He is in Aussie, our system is different to yours. We don't have "at fault" here and post separation relationships have no impact on settlement. Actual even a during marriage affair does not impact settlement.
We have no alimony and the norm here is for shared custody.


----------



## Fenix (Jul 2, 2013)

RandomDude said:


> It was mentioned in another thread that an ill prepared meeting may result in repercussions, any other things to consider?


I know you have decided to wait...which is good. Here is why:
Your relationship is only a month old, now that you are more than FWBs. Wait for another 4-5 months. You will have a better idea of where it is going. When you do decide to introduce them, don't do a dinner or some event where they must interact. Do something fun, like bowling or a movie. Something which they can enjoy together but not feel pressured to interact. Keep it casual and simple. Make sure that whatever you choose appeals to her interests.

Does your daughter know you are dating? Start there. Just give her a heads up that you are dating...you don't need to be specific about who at this point, or that it is exclusive. Don't refer to her as your gf. i think the goal is to create a fun environment where your daughter can see your gf as a future friend. 

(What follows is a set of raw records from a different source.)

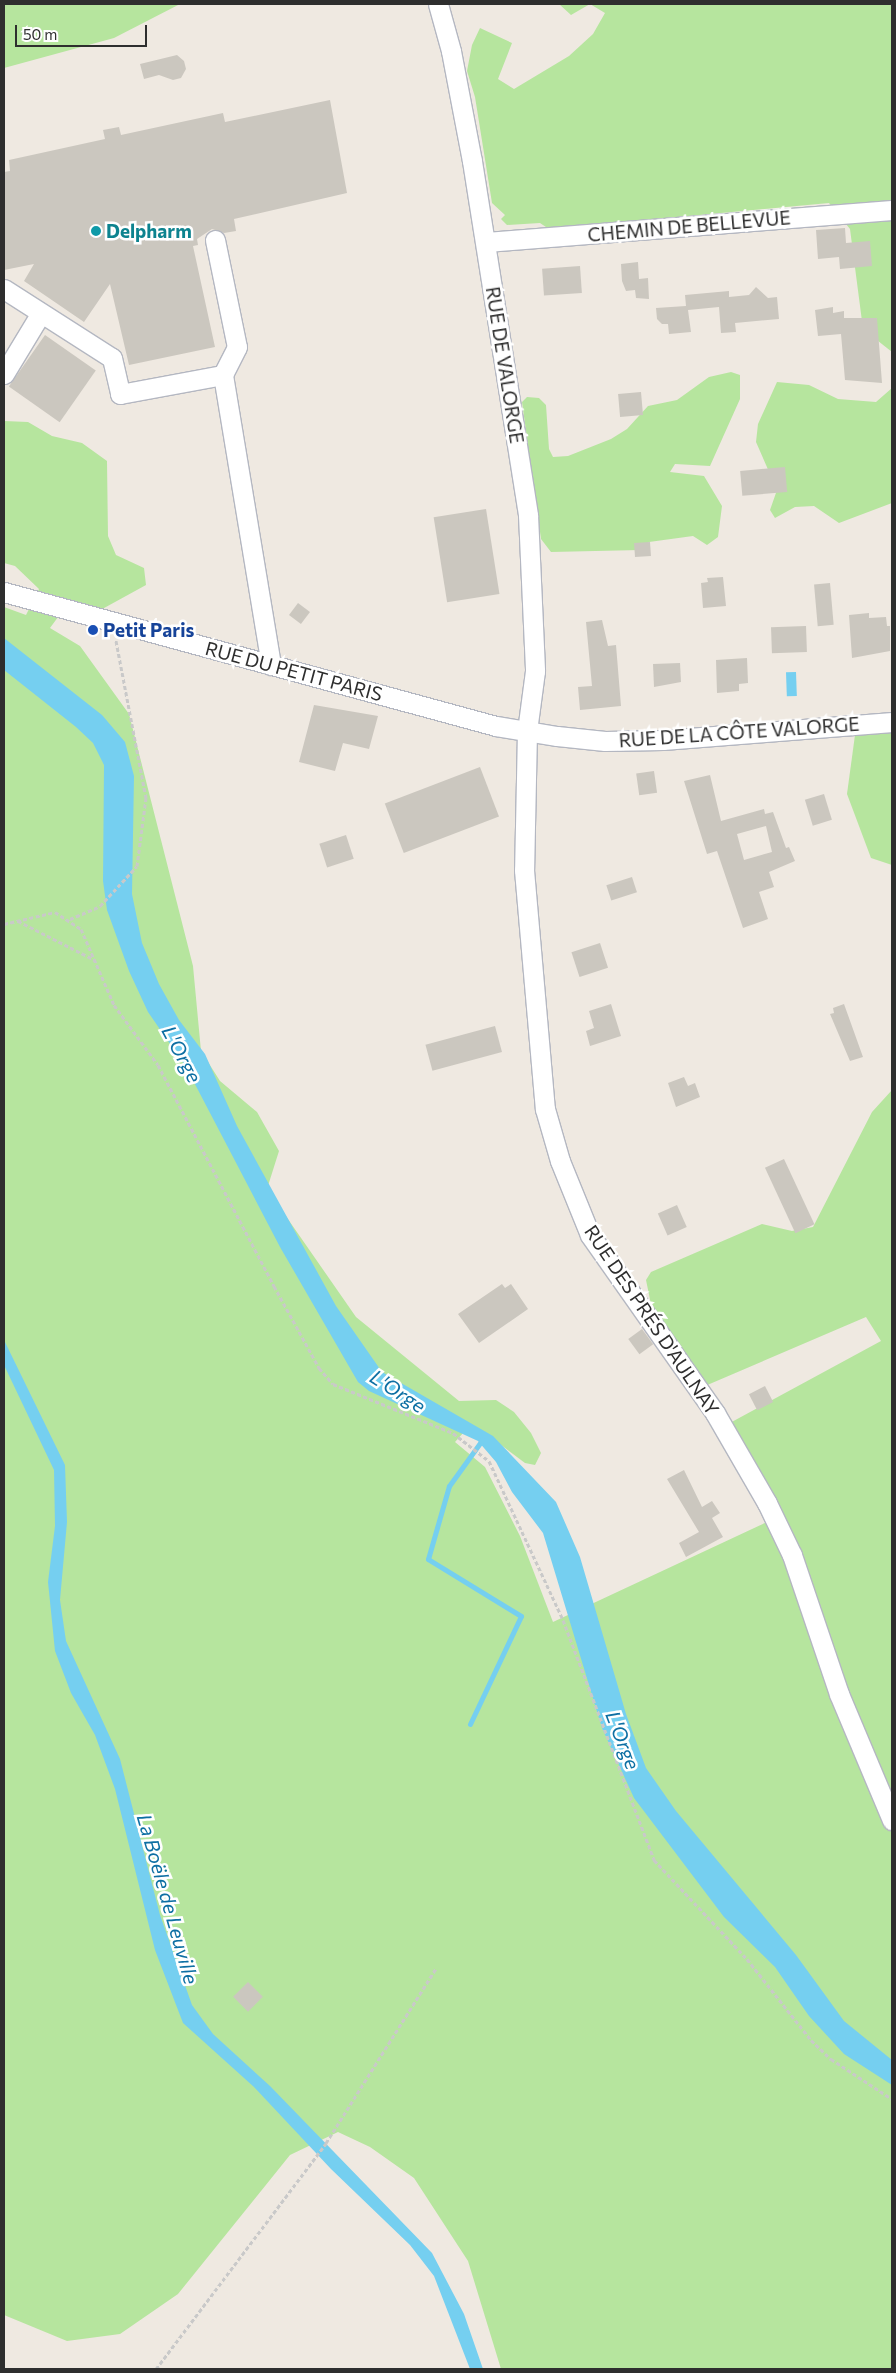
<!DOCTYPE html>
<html>
<head>
<meta charset="utf-8">
<style>
  body { margin:0 }
  #map { position:relative; width:896px; height:2373px; overflow:hidden; background:#efe9e1; font-family:Commissioner,sans-serif }
  div>[style] { position:absolute }
  .green>* { inset:0; background:#b6e59e }
  .water>* { inset:0; background:#75cff0; transform-origin:0 0 }
  .stream>* { height:5px; margin:-2.5px; padding:0 2.5px; transform-origin:2.5px; border-radius:2.5px; background:#75cff0 }
  .building>* { inset:0; background:#cbc7bf; transform-origin:0 0 }
  .path>* { height:3px; margin-top:-1.5px; transform-origin:0; background:repeating-linear-gradient(90deg,#c9c9c9 0 4px,transparent 0 6.5px) }
  .roads { filter:drop-shadow(1px 0 #b4b7c1) drop-shadow(-1px 0 #b4b7c1) drop-shadow(0 1px #b4b7c1) drop-shadow(0 -1px #b4b7c1) }
  .minor>* { height:19px; margin:-9.5px; padding:0 9.5px; transform-origin:9.5px; border-radius:9.5px; background:#fff }
  .dots>* { width:14px; height:14px; translate:-50% -50%; box-sizing:border-box; border:2px solid #fff; border-radius:50% }
  span { translate:-50% -50%; white-space:nowrap; text-align:center; line-height:1.15; -webkit-text-stroke:5px #fff; paint-order:stroke }
  .street-label { font-size:19px; color:#2e2e2e }
  .culture-label { font-size:19px; color:#0d838f; font-weight:700 }
  .left { translate:0 -50%; text-align:left }
  .transit-label { font-size:19px; color:#164399; font-weight:700 }
  .water-label { font-size:20px; color:#0d6fa3; font-style:italic }
  .frame { position:absolute; inset:0; border:5px solid #2e2e2e; pointer-events:none }
  .scale { position:absolute; left:15px; top:25px; width:132px; height:22px; box-sizing:border-box; border:2px solid #2e2e2e; border-top:0; padding-left:6px; font-size:15px; line-height:18px; white-space:nowrap; color:#2e2e2e; -webkit-text-stroke:4px #fff; paint-order:stroke }
</style>
</head>
<body>
<div id="map">
  <div class="green">
    <div style="clip-path:polygon(4px 4px,180px 4px,114px 38px,4px 68px)"></div>
    <div style="clip-path:polygon(559px 4px,892px 4px,892px 352px,863px 329px,850px 229px,829px 203px,549px 229px,540px 223px,507px 225px,501px 219px,505px 215px,492px 203px,475px 97px,467px 71px,472px 45px,480px 28px,512px 43px,498px 79px,514px 89px,569px 56px,593px 34px,605px 13px,590px 4px,571px 15px)"></div>
    <div style="clip-path:polygon(731px 372px,740px 375px,740px 399px,710px 466px,675px 464px,670px 472px,704px 476px,722px 506px,718px 537px,707px 545px,693px 536px,649px 542px,640px 550px,551px 552px,541px 539px,522px 402px,527px 397px,539px 398px,546px 405px,549px 449px,553px 457px,568px 456px,611px 439px,627px 429px,648px 406px,677px 400px,709px 377px)"></div>
    <div style="clip-path:polygon(777px 382px,809px 385px,838px 399px,876px 402px,892px 388px,892px 503px,839px 523px,814px 506px,795px 507px,775px 518px,770px 510px,777px 490px,756px 442px,758px 424px)"></div>
    <div style="clip-path:polygon(4px 421px,28px 422px,52px 436px,82px 443px,107px 461px,108px 536px,116px 555px,144px 568px,146px 585px,95px 613px,61px 613px,50px 628px,80px 646px,129px 714px,193px 966px,201px 1051px,220px 1081px,257px 1112px,279px 1151px,267px 1189px,356px 1317px,459px 1401px,496px 1400px,514px 1412px,531px 1433px,541px 1453px,535px 1465px,525px 1463px,484px 1432px,464px 1432px,455px 1442px,485px 1467px,520px 1536px,553px 1622px,782px 1515px,728px 1424px,881px 1341px,866px 1317px,705px 1386px,653px 1314px,646px 1280px,651px 1272px,762px 1224px,792px 1231px,813px 1227px,872px 1112px,892px 1090px,892px 2369px,501px 2369px,468px 2261px,414px 2178px,370px 2147px,338px 2132px,290px 2155px,178px 2294px,120px 2334px,67px 2341px,4px 2315px,4px 607px,26px 615px,39px 589px,15px 566px,4px 563px)"></div>
    <div style="clip-path:polygon(892px 728px,892px 865px,871px 858px,847px 794px,855px 735px)"></div>
  </div>
  <div class="water">
    <div style="clip-path:polygon(4px 638px,102px 715px,125px 742px,134px 776px,132px 894px,142px 943px,159px 984px,179px 1020px,205px 1054px,237px 1126px,336px 1306px,382px 1372px,493px 1436px,556px 1502px,580px 1557px,626px 1714px,646px 1768px,676px 1811px,796px 1955px,844px 2021px,892px 2060px,892px 2085px,844px 2054px,809px 2016px,775px 1967px,724px 1917px,634px 1798px,602px 1728px,543px 1533px,512px 1492px,496px 1462px,478px 1441px,369px 1391px,358px 1382px,280px 1247px,186px 1067px,148px 1012px,129px 971px,107px 910px,103px 881px,104px 765px,93px 743px,76px 727px,4px 670px)"></div>
    <div style="left:796px;top:672px;width:24px;height:10px;rotate:88deg"></div>
    <div style="clip-path:polygon(4px 1340px,65px 1465px,67px 1522px,60px 1600px,66px 1641px,120px 1759px,160px 1915px,192px 2005px,213px 2034px,270px 2086px,432px 2253px,464px 2314px,483px 2369px,470px 2369px,434px 2276px,410px 2245px,331px 2169px,254px 2087px,183px 2023px,155px 1950px,115px 1789px,95px 1735px,71px 1693px,55px 1651px,48px 1582px,55px 1526px,54px 1470px,4px 1365px)"></div>
  </div>
  <div class="stream">
    <div style="left:470px;top:1724px;width:119px;rotate:-64.7deg"></div>
    <div style="left:521px;top:1616px;width:109px;rotate:-148.5deg"></div>
    <div style="left:428px;top:1559px;width:76px;rotate:-74deg"></div>
    <div style="left:449px;top:1486px;width:57px;rotate:-54.3deg"></div>
  </div>
  <div class="building">
    <div style="clip-path:polygon(177px 55px,184px 61px,186px 69px,181px 78px,173px 80px,159px 75px,144px 79px,140px 64px)"></div>
    <div style="clip-path:polygon(330px 100px,347px 193px,234px 219px,236px 231px,224px 233px,212px 229px,197px 239px,198px 245px,193px 246px,215px 347px,129px 365px,110px 284px,84px 322px,24px 281px,34px 264px,4px 270px,4px 172px,10px 171px,9px 160px,105px 139px,103px 130px,119px 127px,121px 135px,223px 113px,225px 122px)"></div>
    <div style="clip-path:polygon(845px 228px,846px 243px,870px 241px,872px 266px,840px 269px,839px 257px,818px 259px,816px 230px)"></div>
    <div style="clip-path:polygon(638px 262px,639px 279px,648px 278px,649px 299px,636px 298px,635px 290px,626px 291px,622px 281px,621px 264px)"></div>
    <div style="left:580px;top:266px;width:27px;height:38px;rotate:86deg"></div>
    <div style="clip-path:polygon(756px 287px,768px 298px,777px 297px,779px 319px,735px 323px,736px 332px,721px 333px,719px 307px,688px 310px,691px 332px,669px 334px,668px 324px,662px 324px,657px 319px,656px 308px,686px 306px,685px 295px,729px 291px,729px 297px,749px 295px)"></div>
    <div style="clip-path:polygon(833px 307px,833px 313px,844px 311px,844px 318px,877px 318px,882px 383px,845px 380px,841px 334px,818px 336px,815px 310px)"></div>
    <div style="left:45px;top:335px;width:62px;height:63px;rotate:35deg"></div>
    <div style="left:641px;top:392px;width:23px;height:23px;rotate:85deg"></div>
    <div style="left:785px;top:467px;width:25px;height:45px;rotate:85deg"></div>
    <div style="left:486px;top:509px;width:86px;height:53px;rotate:81deg"></div>
    <div style="left:650px;top:542px;width:14px;height:16px;rotate:86deg"></div>
    <div style="clip-path:polygon(723px 577px,726px 606px,703px 608px,701px 583px,708px 582px,707px 578px)"></div>
    <div style="left:830px;top:583px;width:42px;height:16px;rotate:85deg"></div>
    <div style="left:298px;top:603px;width:15px;height:15px;rotate:37deg"></div>
    <div style="clip-path:polygon(869px 613px,869px 618px,886px 617px,887px 626px,890px 626px,890px 651px,852px 658px,849px 615px)"></div>
    <div style="clip-path:polygon(602px 620px,608px 646px,616px 645px,621px 706px,580px 710px,578px 687px,592px 686px,586px 622px)"></div>
    <div style="left:806px;top:626px;width:26px;height:35px;rotate:88deg"></div>
    <div style="clip-path:polygon(747px 658px,748px 683px,739px 684px,739px 691px,717px 693px,716px 660px)"></div>
    <div style="clip-path:polygon(680px 663px,681px 682px,654px 687px,653px 664px)"></div>
    <div style="clip-path:polygon(314px 705px,378px 716px,369px 749px,343px 743px,335px 771px,299px 762px)"></div>
    <div style="left:480px;top:767px;width:53px;height:102px;rotate:69deg"></div>
    <div style="left:654px;top:771px;width:22px;height:18px;rotate:82deg"></div>
    <div style="clip-path:polygon(evenodd,710px 775px,721px 821px,764px 809px,765px 814px,773px 812px,786px 848px,789px 847px,795px 861px,769px 872px,774px 887px,759px 892px,768px 919px,743px 928px,717px 851px,707px 854px,684px 781px,710px 775px,766px 826px,772px 852px,744px 860px,737px 834px,766px 826px)"></div>
    <div style="left:824px;top:794px;width:27px;height:20px;rotate:73deg"></div>
    <div style="left:346px;top:835px;width:25px;height:28px;rotate:72deg"></div>
    <div style="left:632px;top:877px;width:16px;height:27px;rotate:72deg"></div>
    <div style="left:600px;top:943px;width:26px;height:30px;rotate:72deg"></div>
    <div style="clip-path:polygon(611px 1004px,621px 1036px,590px 1046px,586px 1031px,594px 1028px,589px 1011px)"></div>
    <div style="clip-path:polygon(844px 1004px,863px 1057px,850px 1061px,830px 1014px,834px 1013px,833px 1008px)"></div>
    <div style="left:495px;top:1026px;width:27px;height:72px;rotate:75deg"></div>
    <div style="clip-path:polygon(684px 1077px,688px 1086px,695px 1083px,700px 1097px,676px 1107px,668px 1083px)"></div>
    <div style="left:784px;top:1159px;width:72px;height:21px;rotate:65deg"></div>
    <div style="left:677px;top:1205px;width:24px;height:21px;rotate:66deg"></div>
    <div style="clip-path:polygon(502px 1284px,505px 1288px,511px 1284px,528px 1309px,479px 1343px,458px 1314px)"></div>
    <div style="left:642px;top:1329px;width:19px;height:17px;rotate:54deg"></div>
    <div style="left:765px;top:1386px;width:18px;height:18px;rotate:63deg"></div>
    <div style="clip-path:polygon(684px 1470px,702px 1507px,712px 1501px,720px 1513px,712px 1518px,723px 1537px,686px 1557px,679px 1543px,699px 1532px,667px 1479px)"></div>
    <div style="left:248px;top:1982px;width:21px;height:21px;rotate:45deg"></div>
  </div>
  <div class="path">
    <div style="left:70px;top:919px;width:33px;rotate:-23deg"></div>
    <div style="left:100px;top:906px;width:54px;rotate:-47.2deg"></div>
    <div style="left:137px;top:866px;width:69px;rotate:-82.5deg"></div>
    <div style="left:146px;top:798px;width:161px;rotate:-100.8deg"></div>
    <div style="left:18px;top:921px;width:86px;rotate:26.9deg"></div>
    <div style="left:4px;top:924px;width:52px;rotate:-13.2deg"></div>
    <div style="left:55px;top:912px;width:31px;rotate:33deg"></div>
    <div style="left:81px;top:929px;width:83px;rotate:66.5deg"></div>
    <div style="left:114px;top:1005px;width:74px;rotate:53.7deg"></div>
    <div style="left:158px;top:1065px;width:250px;rotate:62.3deg"></div>
    <div style="left:274px;top:1286px;width:94px;rotate:61.2deg"></div>
    <div style="left:319px;top:1368px;width:21px;rotate:49deg"></div>
    <div style="left:333px;top:1384px;width:130px;rotate:22.2deg"></div>
    <div style="left:453px;top:1433px;width:46px;rotate:37.9deg"></div>
    <div style="left:489px;top:1461px;width:175px;rotate:65deg"></div>
    <div style="left:563px;top:1620px;width:257px;rotate:69.2deg"></div>
    <div style="left:654px;top:1860px;width:136px;rotate:46.8deg"></div>
    <div style="left:747px;top:1959px;width:103px;rotate:51.7deg"></div>
    <div style="left:811px;top:2040px;width:28px;rotate:44deg"></div>
    <div style="left:831px;top:2059px;width:73px;rotate:33.3deg"></div>
    <div style="left:156px;top:2369px;width:283px;rotate:-53deg"></div>
    <div style="left:326px;top:2143px;width:207px;rotate:-57.8deg"></div>
  </div>
  <div class="roads">
    <div class="minor">
      <div style="left:438px;top:4px;width:49px;rotate:74.5deg"></div>
      <div style="left:451px;top:51px;width:112px;rotate:79.2deg"></div>
      <div style="left:472px;top:161px;width:358px;rotate:81deg"></div>
      <div style="left:528px;top:515px;width:156px;rotate:87.4deg"></div>
      <div style="left:535px;top:671px;width:61px;rotate:97.6deg"></div>
      <div style="left:527px;top:731px;width:139px;rotate:91.2deg"></div>
      <div style="left:524px;top:870px;width:240px;rotate:85deg"></div>
      <div style="left:545px;top:1109px;width:54px;rotate:73.9deg"></div>
      <div style="left:560px;top:1161px;width:80px;rotate:67.9deg"></div>
      <div style="left:590px;top:1235px;width:218px;rotate:54.9deg"></div>
      <div style="left:715px;top:1413px;width:104px;rotate:60deg"></div>
      <div style="left:767px;top:1503px;width:58px;rotate:64.3deg"></div>
      <div style="left:792px;top:1555px;width:147px;rotate:71.3deg"></div>
      <div style="left:839px;top:1694px;width:137px;rotate:67.2deg"></div>
      <div style="left:215px;top:240px;width:109px;rotate:78.4deg"></div>
      <div style="left:237px;top:347px;width:31px;rotate:117deg"></div>
      <div style="left:486px;top:242px;width:407px;rotate:-4.5deg"></div>
      <div style="left:4px;top:289px;width:128px;rotate:32.6deg"></div>
      <div style="left:112px;top:358px;width:37px;rotate:77deg"></div>
      <div style="left:120px;top:394px;width:105px;rotate:-10.5deg"></div>
      <div style="left:223px;top:375px;width:294px;rotate:80.6deg"></div>
      <div style="left:4px;top:374px;width:71px;rotate:-58.8deg"></div>
      <div style="left:4px;top:592px;width:510px;rotate:15.24deg"></div>
      <div style="left:496px;top:726px;width:62px;rotate:9.3deg"></div>
      <div style="left:557px;top:736px;width:48px;rotate:5.9deg"></div>
      <div style="left:605px;top:741px;width:58px;rotate:-1deg"></div>
      <div style="left:663px;top:740px;width:230px;rotate:-4.5deg"></div>
    </div>
  </div>
  <div class="dots">
    <div style="left:96px;top:231px;background:#0f9aa8"></div>
    <div style="left:93px;top:630px;background:#1a4fb4"></div>
  </div>
  <div class="street-label">
    <span style="left:689px;top:226px;rotate:-5deg">CHEMIN DE BELLEVUE</span>
    <span style="left:505px;top:365px;rotate:81deg">RUE DE VALORGE</span>
    <span style="left:294px;top:671px;rotate:15deg">RUE DU PETIT PARIS</span>
    <span style="left:739px;top:732px;rotate:-4deg">RUE DE LA CÔTE VALORGE</span>
    <span style="left:652px;top:1320px;rotate:56deg">RUE DES PRÉS D'AULNAY</span>
  </div>
  <div class="culture-label">
    <span class="left" style="left:106px;top:231px">Delpharm</span>
  </div>
  <div class="transit-label">
    <span class="left" style="left:103px;top:630px">Petit Paris</span>
  </div>
  <div class="water-label">
    <span style="left:182px;top:1054px;rotate:62deg">L'Orge</span>
    <span style="left:398px;top:1391px;rotate:33deg">L'Orge</span>
    <span style="left:623px;top:1740px;rotate:69deg">L'Orge</span>
    <span style="left:168px;top:1899px;rotate:74deg">La Boële de Leuville</span>
  </div>
  <div class="frame"></div>
  <div class="scale">50 m</div>
</div>
</body>
</html>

Waiting is good because if this doesn't work out, you don't want to show your daughter a revolving door of girl friends. She may really like your friend and may become attached (at this age, I think that is an issue...not so much later).




Holland said:


> He is in Aussie, our system is different to yours. We don't have "at fault" here and post separation relationships have no impact on settlement. Actual even a during marriage affair does not impact settlement.
> We have no alimony and the norm here is for shared custody.


Plus he has been out of the relationship for almost 2 years...

Basically, the goal is to model healthy friendships/relationships for our children.

Your daughter does not come first. YOU come first and because you are a caring/attentive parent, you will balance your daughter's needs with your own. Your GF should be respectful about your daughter's needs and should never ask you to choose. However, it is incumbent on you to set *appropriate boundaries* that prevent the GF* feeling forced to ask you to choose. Children can be manipulative little monsters (and the smarter they are, the more likely...) do not let yourself be manipulated by your guilt. Your daughter needs a dad that is in control and creates an atmosphere of solid nurturing. She is learning about relationships by watching you and seeing how respectful you are toward your SO and toward her.


* assuming your gf is reasonable, emotionally healthy etc.


----------



## RandomDude (Dec 18, 2010)

Understood, and my GF has been fairly understanding of the change of plans, disappointed sure, but understanding. I have yet to talk about this with GF face to face however, as I was with my daughter - who remains clueless.

Nonetheless I have informed my ex of this development who has been surprisingly understanding. If our relations continue to be civil the divorce may be over without any dramas, not to mention hopefully my ex would be of some help getting the idea out of my daughter's head now that she is informed.

Also, GF and I never really had a heart to heart with serious developments as throughout our time together it's mostly been fun with no hassles. Now we'll be getting into the baggage. Also, for almost two years my daughter has lived with the current co-parenting arrangements and I'm unsure why she still hopes for "daddy coming home".

It may likely be due to the influence from the church which ex and daughter attends. Wild guess though. Regardless of this, it seems I have no choice but to face the music with my marital affairs this year.


----------



## DoF (Mar 27, 2014)

My advice....

Before you introduce ANYONE that is potentially a new/future "father or mother" figure to your child....you better make sure they are fit to do so.

In order to make sure, it's ALL ABOUT TIME.

OP said he's been FWB with her for a year and recently started being in a relationship? 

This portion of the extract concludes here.